Repeat the data. Keep each line identical.

>>>

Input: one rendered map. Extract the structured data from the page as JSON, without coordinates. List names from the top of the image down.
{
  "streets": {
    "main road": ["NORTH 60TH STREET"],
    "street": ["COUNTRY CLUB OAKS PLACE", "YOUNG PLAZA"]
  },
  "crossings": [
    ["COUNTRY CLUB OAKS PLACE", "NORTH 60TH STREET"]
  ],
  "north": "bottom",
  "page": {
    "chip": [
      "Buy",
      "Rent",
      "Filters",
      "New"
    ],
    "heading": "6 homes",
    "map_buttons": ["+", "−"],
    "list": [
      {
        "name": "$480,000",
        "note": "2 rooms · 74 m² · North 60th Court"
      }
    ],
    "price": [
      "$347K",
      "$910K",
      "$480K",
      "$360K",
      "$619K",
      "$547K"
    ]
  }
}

<<<

### ANSWER TO THE PROBLEM
Input: one rendered map. Extract the structured data from the page as JSON, without coordinates. List names from the top of the image down.
{
  "streets": {
    "main road": ["NORTH 60TH STREET"],
    "street": ["COUNTRY CLUB OAKS PLACE", "YOUNG PLAZA"]
  },
  "crossings": [
    ["COUNTRY CLUB OAKS PLACE", "NORTH 60TH STREET"]
  ],
  "north": "bottom",
  "page": {
    "chip": [
      "Buy",
      "Rent",
      "Filters",
      "New"
    ],
    "heading": "6 homes",
    "map_buttons": ["+", "−"],
    "list": [
      {
        "name": "$480,000",
        "note": "2 rooms · 74 m² · North 60th Court"
      }
    ],
    "price": [
      "$347K",
      "$910K",
      "$480K",
      "$360K",
      "$619K",
      "$547K"
    ]
  }
}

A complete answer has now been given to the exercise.